The task
Begin at the line containing "flex:none; width:28px; height:28px;" in the entries below and end at the line containing "display:flex; align-items:center; justify-content:space-between;"; transcribe that range exactly and nothing outside it.

Content starts

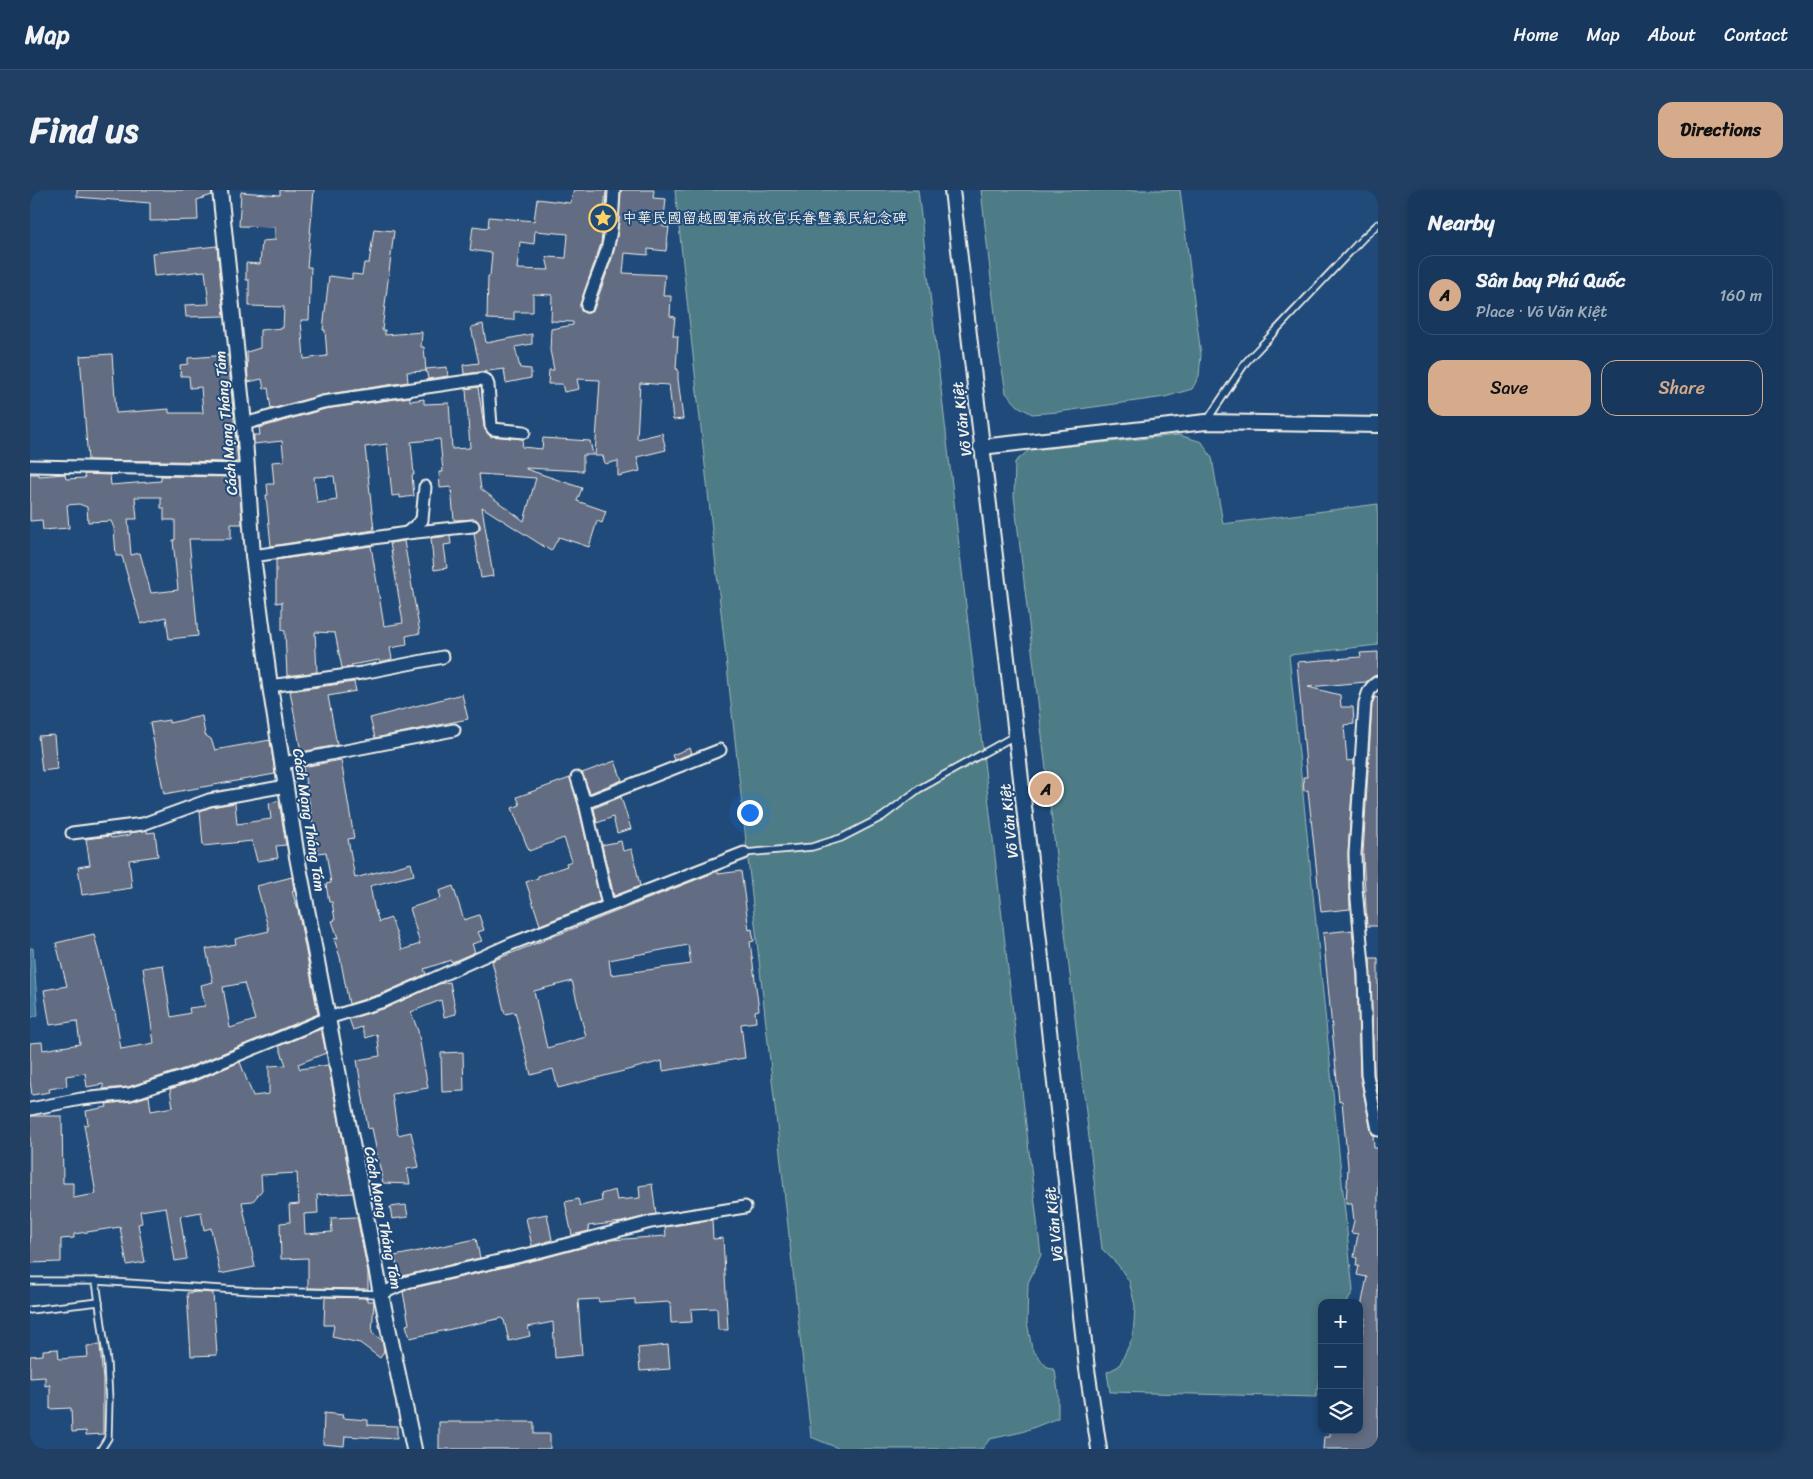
<!DOCTYPE html>
<html lang="en">
<head>
<meta charset="utf-8">
<style>
  body { margin:0; font-family:Sriracha,"LXGW WenKai TC",sans-serif; background:#203f62; color:#f1f3f6 }
  .controls { position:absolute; right:15px; bottom:15px; display:grid; overflow:hidden; border-radius:10px; box-shadow:0 2px 8px #0003 }
  .controls button { width:45px; height:45px; display:grid; place-items:center; padding:0; border:0; border-bottom:1px solid #365272; background:#17385c; color:#f1f3f6; font:25px sans-serif }
  .you { position:absolute; left:719px; top:622px; width:18px; height:18px; margin:-12px; border:4px solid #fff; border-radius:50%; background:#1a73e8; box-shadow:0 0 0 8px #1a73e833 }
  .badge { display:grid; place-items:center; width:32px; height:32px; border-radius:50%; background:#d6ab8b; color:#111; font-size:16px; font-weight:700 }
  .pin { position:absolute; translate:-50% -50%; border:2px solid #fff; box-shadow:0 1px 5px #0006 }
  .list { margin:0; padding:0; list-style:none }
  h2 { display:flex; justify-content:space-between; align-items:center; height:65px; margin:0; padding:0 20px; font-size:21px }
  h2 small { font-size:16px; font-weight:400; color:#9eacbb }
  .list li { display:grid; grid-template-columns:32px 1fr auto; gap:15px; align-items:center; box-sizing:border-box; height:80px; margin:0 10px 10px; padding:0 10px; border:1px solid #365272; border-radius:15px }
  .list b { display:block; font-size:19px; white-space:nowrap }
  .list p { margin:0; font-size:16px; white-space:nowrap; color:#9eacbb }
  .list em { font-size:16px; font-style:normal; color:#9eacbb }
  .actions { display:flex; gap:10px; padding:15px 20px }
  .actions a { flex:1; padding:11px 0; border:1px solid #d6ab8b; border-radius:15px; text-align:center; font-size:18px; color:#d6ab8b }
  .actions .main { background:#d6ab8b; color:#111 }
  .icon { flex:none; width:28px; height:28px; fill:none; stroke:currentColor; stroke-width:2; stroke-linecap:round; stroke-linejoin:round }
  .map { position:relative; flex:none; width:1348px; height:1259px; overflow:hidden; border-radius:15px }
  header { display:flex; align-items:center; gap:30px; box-sizing:border-box; height:70px; padding:0 25px; background:#17385c; border-bottom:1px solid #365272 }
  header strong { font-size:24px }
  nav { display:flex; gap:28px; margin-inline-start:auto; font-size:18px }
  .intro { display:flex; align-items:center; justify-content:space-between; box-sizing:border-box; height:120px; padding:0 30px }
  h1 { margin:0; font-size:35px }
  .button { padding:12px 22px; border-radius:15px; background:#d6ab8b; color:#111; font-size:18px; font-weight:700 }
  main { display:flex; gap:30px; padding:0 30px }
  aside { flex:1; background:#17385c; border-radius:15px; box-shadow:0 2px 8px #0003 }
  .map>svg:first-child { display:block }
</style>
</head>
<body>
<header>
<strong>Map</strong>
<nav><a>Home</a><a>Map</a><a>About</a><a>Contact</a></nav>
</header>
<div class="intro"><h1>Find us</h1><a class="button">Directions</a></div>
<main>
<div class="map">
<svg width="1348" height="1259" viewBox="0 0 1348 1259">
  <rect width="100%" height="100%" fill="#1f4a7a"/>
  <filter id="ink" filterUnits="userSpaceOnUse"><feTurbulence type="fractalNoise" baseFrequency=".02" numOctaves="2"/><feDisplacementMap in="SourceGraphic" scale="10" xChannelSelector="R" yChannelSelector="G"/><feConvolveMatrix kernelMatrix="1 2 1 2 8 2 1 2 1" color-interpolation-filters="sRGB"/></filter>
  <g filter="url(#ink)">
    <g fill="#4d7c86" stroke="#a0b6b7">
      <path d="M645,0H888L1011,1065L998,1093L997,1132L1002,1159L1016,1176L1025,1180L1028,1202V1228L992,1242L960,1249L952,1259H810L781,1247Z"/>
      <path d="M951,0H1150L1171,165L1169,186L1162,199L1135,207L1028,222L1002,224L988,216L976,203L969,160Z"/>
      <path d="M1149,245L1172,252L1182,268L1193,334L1348,314V455L1259,465L1323,1101L1317,1113H1292V1170L1286,1207L1080,1202L1077,1182L1089,1176L1103,1147L1105,1116L1099,1091L1088,1075L1072,1059L984,306L985,272L999,260Z"/>
    </g>
    <path fill="#437a9f" stroke="#8aaabc" d="M0,758H3L8,825L0,828Z"/>
    <g fill="#626c82" stroke="#f4f1e8" fill-rule="evenodd">
      <path d="M47,0H181L182,5L167,10L168,30L120,31V13L47,7Z"/>
      <path d="M250,0H284L277,77H281L279,130H271L274,169L297,166L295,140H293L299,86L322,89V84L332,85L334,73H339L344,39L364,41L352,140H355V145L392,142L391,157H394L396,181L377,182L378,192L292,205L241,219L238,198L234,199L232,189L218,192L217,162L230,158V140L253,138L254,117L219,116V90H216V73L230,74L232,51L245,50V37L209,36L211,2L250,5Z"/>
      <path d="M544,0H576L571,54L550,114L551,121L555,123H559L564,119L583,65L588,41L591,0H624L623,8L636,9L633,37H639L636,61L618,59V65L595,63L593,83L635,85L633,106H641L640,126L645,127L643,146H648L646,179H648V189L653,229L643,230L639,195L610,193L607,249L632,243L636,260L607,267L610,281L588,286V271L575,274L573,266H565L570,190L547,189L549,199L534,202L532,194H518L519,180H524L520,160L521,139L543,135V132L521,131L522,105L503,104V122H484V130L457,129L458,86H460L462,63L440,60L443,36L458,38L459,27L504,31L507,9L540,13ZM505,41L538,44L536,68L516,67L519,80L487,79L490,52L504,54Z"/>
      <path d="M187,56L194,126L156,127L155,115L179,114L175,81L124,86L122,63Z"/>
      <path d="M453,134L456,153L502,144V154L485,157L490,178L501,179V188L476,193L474,179L434,184L433,175L449,173L441,137Z"/>
      <path d="M82,164L86,223L139,219V223H173L171,197L160,198L159,186H151L150,175L158,174V168L198,165L208,272L58,270L50,166Z"/>
      <path d="M417,177L418,186L398,189L396,179Z"/>
      <path d="M448,197L454,237L460,246L493,249L492,257L512,259L513,248L560,251L563,265H553V281L496,278V279L552,298L547,311L576,321L572,333L567,331L559,357L529,347L521,361L452,317L463,386L451,388L444,343L450,339V335L446,329L424,330L421,297L410,298L409,282H413L410,249L381,252L384,285H382L384,306L370,308V305L362,306L357,254L335,257L344,340L241,356L236,305H238L237,294H244L242,272L254,271L252,251L224,254V245H230L229,238L295,219L380,207V211L394,209V214L419,213L422,259L440,258L436,199ZM449,284L506,288L494,331L451,299ZM304,286L307,310L287,313L284,287Z"/>
      <path d="M0,284H9V286L35,284L36,289L55,288L54,284L80,285L81,295L131,291V286L209,287L212,334H201V349H159L168,446L139,449L136,427L111,434L92,366H86L84,338L81,331L58,332L57,317L49,314L37,315L39,338L13,340L12,330L0,331ZM105,307H131V318H134V330H145V350H143L148,400L121,403L110,363L101,365L98,329H107Z"/>
      <path d="M420,346L421,354L414,355L417,378L404,380L401,348Z"/>
      <path d="M374,351L390,443L376,446L377,455L360,458L362,469L350,472L349,470L321,475L322,477L312,478L305,443L285,442L287,482L257,486L255,441L252,440V412L246,413V370L341,356L354,436L373,433L360,353Z"/>
      <path d="M1348,462V485L1344,486L1336,492L1278,497L1310,505L1311,517H1323L1324,534L1314,535L1317,571L1324,570L1318,664L1320,719L1291,722L1278,600L1274,601L1273,587H1277L1267,472L1331,467L1330,463Z"/>
      <path d="M324,492L326,501L298,506L307,555L271,562L260,501Z"/>
      <path d="M432,504L438,529L345,548L340,528Z"/>
      <path d="M1345,507L1348,508V736H1337L1333,664L1342,514Z"/>
      <path d="M172,526L175,545L181,549L185,560L240,550L245,584L134,604L120,533L139,530V533Z"/>
      <path d="M24,545L27,579L12,581L8,546Z"/>
      <path d="M660,558L662,563L644,570L642,565Z"/>
      <path d="M311,570L324,648L318,649L325,688L381,673L384,685L340,696L344,717L349,732L361,728L372,760L390,754L380,718L411,708L409,701L423,696L434,730L449,725L454,740L448,742L452,751L442,754L445,762L422,772L421,770L394,779L396,784L351,804L319,814L310,767L304,749L308,748L302,731L305,730L302,712H299L296,694L301,693L296,662L288,663L273,577Z"/>
      <path d="M585,571L592,590L560,603L552,583Z"/>
      <path d="M540,588L548,615L570,711L510,735L496,692L508,688V686L537,676L536,673L542,671L534,648L499,661L482,618L490,615L487,607Z"/>
      <path d="M591,607L601,639L587,643L583,627L567,633L564,618Z"/>
      <path d="M249,611L256,655L246,656L248,668L227,671L222,651L173,656L170,621L181,617L205,613L207,634L241,629L239,613Z"/>
      <path d="M117,640V643L125,642L128,666L99,670L102,698L52,705L48,677L60,675L56,649L80,646L81,648L100,645V643Z"/>
      <path d="M591,651L593,661L602,659L610,696L584,706L572,655Z"/>
      <path d="M688,681V684L711,681L719,740L722,739L724,751L720,752L729,820L725,821L726,832L711,834L715,868L633,881L632,871L528,898L523,879L501,885L485,822L475,824L462,771ZM658,755L661,774L581,785L579,770ZM542,791L556,847L517,858L504,801Z"/>
      <path d="M262,687L264,700L262,701L268,720L288,824L159,877L98,897L73,899V894L57,897L55,883L36,886L37,896L19,899L20,902L2,905L0,891V853L12,852L13,860L50,854L47,831L20,835L14,800L37,796L26,753L64,744L83,821H85L91,859L124,853L113,778L133,775L141,827L160,823L159,818L175,816L171,795L183,792L176,759L206,754L205,749L239,741L227,696ZM214,793L225,830L200,838L193,797Z"/>
      <path d="M1322,740L1327,785L1330,885L1341,941L1343,945L1344,958H1348V1259H1293L1294,1247H1300V1241L1329,1240V1149H1331L1335,1128L1329,1127L1337,1087L1327,1085L1329,1076H1326L1327,1068L1324,1067L1328,1044L1321,1043L1324,1031L1322,1014H1316L1318,977L1312,911L1309,912L1293,743Z"/>
      <path d="M1340,768H1348V902L1344,884Z"/>
      <path d="M420,792L426,824L414,827L411,810L381,822L388,841L398,898L362,904L368,945L381,942L389,977L377,979L380,994L353,993L342,938L338,939L327,870L350,866L347,844L336,848L332,837L323,840L319,829L356,818L409,794Z"/>
      <path d="M291,839L296,863L268,874L270,879L298,875L323,1003L287,1005L288,1023L274,1024L275,1044L302,1042L301,1028L327,1027L338,1083V1099L278,1098V1068L251,1069L250,1033L260,1032L259,1015L269,1014L267,983L231,985L232,1000L223,1011L212,1012L225,1077L190,1084L181,1038L174,1040L171,1022L150,1026L157,1069L145,1071L136,1017L110,1021L112,1033L108,1034L115,1072L97,1075L90,1037L44,1044V1048L31,1049V1072L0,1073V926H32L33,993H43V1008L66,1004L54,935L58,934L56,921L77,917L76,914L101,911L119,906L121,921L143,917L140,899L165,891L210,872L223,906L239,904V876L256,875L249,856Z"/>
      <path d="M433,862L434,901L412,902L411,863Z"/>
      <path d="M622,994L626,1024L592,1032L558,1036L559,1041L542,1045L535,1012L548,1009L550,1016L572,1011L571,1004L585,1000L587,1010L610,1008L609,996Z"/>
      <path d="M376,1015L378,1027L362,1029L360,1017Z"/>
      <path d="M517,1024L522,1050L502,1056L496,1028Z"/>
      <path d="M682,1030L683,1049L693,1048L698,1140H688L687,1118L661,1119L662,1132L641,1133L640,1112L605,1114V1109L569,1112L568,1109L548,1110L552,1165L525,1168L523,1132L498,1137L500,1146L479,1151L474,1130H473L472,1128L380,1148L376,1135L379,1134L373,1102L379,1099L510,1069L581,1050L636,1046L635,1037Z"/>
      <path d="M446,1049L450,1068L369,1087L365,1066Z"/>
      <path d="M170,1102L183,1103L187,1165L161,1166L157,1103Z"/>
      <path d="M295,1107L337,1108V1111H344L342,1143L352,1150L354,1162L350,1168L330,1153L302,1147L304,1135H294Z"/>
      <path d="M70,1155L73,1191V1244L56,1245V1241L42,1242L41,1218L20,1219V1195L15,1196V1187L0,1188V1166L13,1165V1160L28,1159L29,1169L58,1167L57,1156Z"/>
      <path d="M638,1155L640,1179L610,1181L608,1158Z"/>
      <path d="M294,1223L313,1225L312,1228L338,1230V1235L367,1236V1249L315,1246L314,1256L293,1254Z"/>
      <path d="M409,1232H504V1244H520V1259H409Z"/>
    </g>
    <g fill="none" stroke-linecap="round" stroke-linejoin="round">
      <g stroke="#f4f1e8" stroke-width="9">
        <g id="service">
          <path d="M1176,232L1216,172L1333,48L1348,34"/>
          <path d="M714,663L782,657L811,648L852,627L889,599L986,545"/>
          <path d="M0,1091H66L223,1101L351,1104"/>
          <path d="M66,1091L77,1172L79,1210L78,1248L71,1259"/>
          <path d="M0,1120L69,1112"/>
        </g>
      </g>
      <g stroke="#f4f1e8" stroke-width="15">
        <g id="minor">
          <path d="M557,116C562,98 570,81 576,63C582,43 583,21 584,0"/>
          <path d="M214,234L293,212L452,189L456,190L458,195L461,236L463,239L494,242"/>
          <path d="M0,276L218,280"/>
          <path d="M377,343L392,330L395,297"/>
          <path d="M223,366L377,343L443,336"/>
          <path d="M1348,492C1339,497 1338,504 1335,513L1325,664L1326,698L1334,785L1337,885L1348,940"/>
          <path d="M240,496L332,483L413,467"/>
          <path d="M253,573L424,540"/>
          <path d="M547,588L555,613L578,715"/>
          <path d="M555,613L690,560"/>
          <path d="M42,643L113,634L179,610L256,596"/>
          <path d="M0,919L51,909L100,904L162,884L298,828L354,811L481,754L714,663"/>
          <path d="M351,1104L377,1092L508,1062L621,1032L715,1017"/>
        </g>
      </g>
      <g stroke="#f4f1e8" stroke-width="18">
        <g id="tertiary">
          <path d="M190,0L214,234L223,366L240,496L267,667L351,1104L384,1259"/>
          <path d="M922,0L986,545L1057,1179L1069,1259"/>
          <path d="M951,257L1176,232L1348,235"/>
        </g>
      </g>
      <use href="#service" stroke="#1f4a7a" stroke-width="5.5"/>
      <use href="#minor" stroke="#1f4a7a" stroke-width="11"/>
      <use href="#tertiary" stroke="#1f4a7a" stroke-width="14"/>
    </g>
  </g>
  <defs>
    <g id="sight-ring" transform="scale(1.4375)"><circle r="9.5" fill="#1f4a7a" stroke="#ffd166" stroke-width="1.5"/><path d="M0-6L1.8-2.2L6-1.7L2.9 1.2L3.7 5.4L0 3.3L-3.7 5.4L-2.9 1.2L-6-1.7L-1.8-2.2Z" fill="#ffd166"/></g>
  </defs>
  <g fill-rule="evenodd">
    <use href="#sight-ring" x="573" y="28"/>
  </g>
  <g text-anchor="middle" dominant-baseline="central" stroke-width="4" stroke-linejoin="round" paint-order="stroke">
    <g font-size="15" fill="#f4f1e8" stroke="#1f4a7a" text-anchor="start">
      <text x="592" y="28">中華民國留越國軍病故官兵眷暨義民紀念碑</text>
    </g>
    <g font-size="15" fill="#f4f1e8" stroke="#1f4a7a">
      <text transform="translate(932 229) rotate(-97)">Võ Văn Kiệt</text>
      <text transform="translate(196 233) rotate(-95)">Cách Mạng Tháng Tám</text>
      <text transform="translate(279 630) rotate(81)">Cách Mạng Tháng Tám</text>
      <text transform="translate(979 631) rotate(-96)">Võ Văn Kiệt</text>
      <text transform="translate(353 1028) rotate(79)">Cách Mạng Tháng Tám</text>
      <text transform="translate(1024 1034) rotate(-96)">Võ Văn Kiệt</text>
    </g>
  </g>
</svg>
<div class="controls">
<button>+</button>
<button>−</button>
<button><svg class="icon" aria-label="layers" viewBox="0 0 24 24"><path d="M12 4l9 5-9 5-9-5zM3 14l9 5 9-5"/></svg></button>
</div>
<div class="you"></div>
<div class="pin badge" style="left:1016px;top:599px">A</div>
</div>
<aside>
<h2>Nearby<small></small></h2>
<ul class="list">
<li><span class="badge">A</span><div><b>Sân bay Phú Quốc</b><p>Place · Võ Văn Kiệt</p></div><em>160 m</em></li>
</ul>
<div class="actions"><a class="main">Save</a><a>Share</a></div>
</aside>
</main>
</body>
</html>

Content ends

Your solution
  .icon { flex:none; width:28px; height:28px; fill:none; stroke:currentColor; stroke-width:2; stroke-linecap:round; stroke-linejoin:round }
  .map { position:relative; flex:none; width:1348px; height:1259px; overflow:hidden; border-radius:15px }
  header { display:flex; align-items:center; gap:30px; box-sizing:border-box; height:70px; padding:0 25px; background:#17385c; border-bottom:1px solid #365272 }
  header strong { font-size:24px }
  nav { display:flex; gap:28px; margin-inline-start:auto; font-size:18px }
  .intro { display:flex; align-items:center; justify-content:space-between; box-sizing:border-box; height:120px; padding:0 30px }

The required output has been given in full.